Problem to work on -
Copy the entries that follow, exactly and completely.

(Dataset entries)
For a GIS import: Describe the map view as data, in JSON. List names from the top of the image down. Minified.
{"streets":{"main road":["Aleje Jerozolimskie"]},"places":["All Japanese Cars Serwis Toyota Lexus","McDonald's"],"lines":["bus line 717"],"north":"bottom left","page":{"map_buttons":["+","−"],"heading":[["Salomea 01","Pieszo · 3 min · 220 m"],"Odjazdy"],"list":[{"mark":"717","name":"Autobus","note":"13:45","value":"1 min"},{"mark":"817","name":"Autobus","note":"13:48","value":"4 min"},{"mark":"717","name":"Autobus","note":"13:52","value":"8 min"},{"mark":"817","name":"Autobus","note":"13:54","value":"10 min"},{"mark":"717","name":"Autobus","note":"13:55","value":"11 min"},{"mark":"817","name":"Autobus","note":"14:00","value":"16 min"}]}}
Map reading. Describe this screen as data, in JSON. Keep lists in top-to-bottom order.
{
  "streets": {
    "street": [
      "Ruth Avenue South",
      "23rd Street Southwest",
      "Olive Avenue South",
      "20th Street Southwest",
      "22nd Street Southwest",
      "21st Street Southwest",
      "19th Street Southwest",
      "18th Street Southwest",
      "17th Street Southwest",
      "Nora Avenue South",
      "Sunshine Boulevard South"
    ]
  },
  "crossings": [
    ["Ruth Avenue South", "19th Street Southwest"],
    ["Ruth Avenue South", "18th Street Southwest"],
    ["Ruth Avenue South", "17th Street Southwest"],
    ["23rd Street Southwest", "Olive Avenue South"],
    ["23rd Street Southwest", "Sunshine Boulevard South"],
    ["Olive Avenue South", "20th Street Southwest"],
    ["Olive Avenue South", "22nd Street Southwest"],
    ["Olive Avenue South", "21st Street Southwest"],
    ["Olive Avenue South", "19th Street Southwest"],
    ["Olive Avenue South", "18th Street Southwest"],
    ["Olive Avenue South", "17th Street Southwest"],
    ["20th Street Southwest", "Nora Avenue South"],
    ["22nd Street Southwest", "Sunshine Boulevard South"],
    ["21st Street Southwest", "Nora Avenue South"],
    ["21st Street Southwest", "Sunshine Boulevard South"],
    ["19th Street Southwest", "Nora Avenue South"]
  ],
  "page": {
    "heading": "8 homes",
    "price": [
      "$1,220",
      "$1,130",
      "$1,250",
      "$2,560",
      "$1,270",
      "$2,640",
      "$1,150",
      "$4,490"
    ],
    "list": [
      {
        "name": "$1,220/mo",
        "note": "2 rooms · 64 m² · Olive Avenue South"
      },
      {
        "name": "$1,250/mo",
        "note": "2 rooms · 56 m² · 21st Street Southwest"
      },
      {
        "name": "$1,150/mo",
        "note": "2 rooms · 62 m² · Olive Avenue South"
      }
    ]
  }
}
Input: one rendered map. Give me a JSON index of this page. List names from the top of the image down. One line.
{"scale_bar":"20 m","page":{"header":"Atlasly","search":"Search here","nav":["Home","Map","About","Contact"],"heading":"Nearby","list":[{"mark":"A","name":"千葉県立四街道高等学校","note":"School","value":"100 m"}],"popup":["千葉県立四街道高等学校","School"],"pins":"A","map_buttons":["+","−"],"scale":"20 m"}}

Response box -
For a GIS import: Describe the map view as data, in JSON. List names from the top of the image down. Minified.
{"streets":{"main road":["Aleje Jerozolimskie"]},"places":["All Japanese Cars Serwis Toyota Lexus","McDonald's"],"lines":["bus line 717"],"north":"bottom left","page":{"map_buttons":["+","−"],"heading":[["Salomea 01","Pieszo · 3 min · 220 m"],"Odjazdy"],"list":[{"mark":"717","name":"Autobus","note":"13:45","value":"1 min"},{"mark":"817","name":"Autobus","note":"13:48","value":"4 min"},{"mark":"717","name":"Autobus","note":"13:52","value":"8 min"},{"mark":"817","name":"Autobus","note":"13:54","value":"10 min"},{"mark":"717","name":"Autobus","note":"13:55","value":"11 min"},{"mark":"817","name":"Autobus","note":"14:00","value":"16 min"}]}}
Map reading. Describe this screen as data, in JSON. Keep lists in top-to-bottom order.
{
  "streets": {
    "street": [
      "Ruth Avenue South",
      "23rd Street Southwest",
      "Olive Avenue South",
      "20th Street Southwest",
      "22nd Street Southwest",
      "21st Street Southwest",
      "19th Street Southwest",
      "18th Street Southwest",
      "17th Street Southwest",
      "Nora Avenue South",
      "Sunshine Boulevard South"
    ]
  },
  "crossings": [
    ["Ruth Avenue South", "19th Street Southwest"],
    ["Ruth Avenue South", "18th Street Southwest"],
    ["Ruth Avenue South", "17th Street Southwest"],
    ["23rd Street Southwest", "Olive Avenue South"],
    ["23rd Street Southwest", "Sunshine Boulevard South"],
    ["Olive Avenue South", "20th Street Southwest"],
    ["Olive Avenue South", "22nd Street Southwest"],
    ["Olive Avenue South", "21st Street Southwest"],
    ["Olive Avenue South", "19th Street Southwest"],
    ["Olive Avenue South", "18th Street Southwest"],
    ["Olive Avenue South", "17th Street Southwest"],
    ["20th Street Southwest", "Nora Avenue South"],
    ["22nd Street Southwest", "Sunshine Boulevard South"],
    ["21st Street Southwest", "Nora Avenue South"],
    ["21st Street Southwest", "Sunshine Boulevard South"],
    ["19th Street Southwest", "Nora Avenue South"]
  ],
  "page": {
    "heading": "8 homes",
    "price": [
      "$1,220",
      "$1,130",
      "$1,250",
      "$2,560",
      "$1,270",
      "$2,640",
      "$1,150",
      "$4,490"
    ],
    "list": [
      {
        "name": "$1,220/mo",
        "note": "2 rooms · 64 m² · Olive Avenue South"
      },
      {
        "name": "$1,250/mo",
        "note": "2 rooms · 56 m² · 21st Street Southwest"
      },
      {
        "name": "$1,150/mo",
        "note": "2 rooms · 62 m² · Olive Avenue South"
      }
    ]
  }
}
Input: one rendered map. Give me a JSON index of this page. List names from the top of the image down. One line.
{"scale_bar":"20 m","page":{"header":"Atlasly","search":"Search here","nav":["Home","Map","About","Contact"],"heading":"Nearby","list":[{"mark":"A","name":"千葉県立四街道高等学校","note":"School","value":"100 m"}],"popup":["千葉県立四街道高等学校","School"],"pins":"A","map_buttons":["+","−"],"scale":"20 m"}}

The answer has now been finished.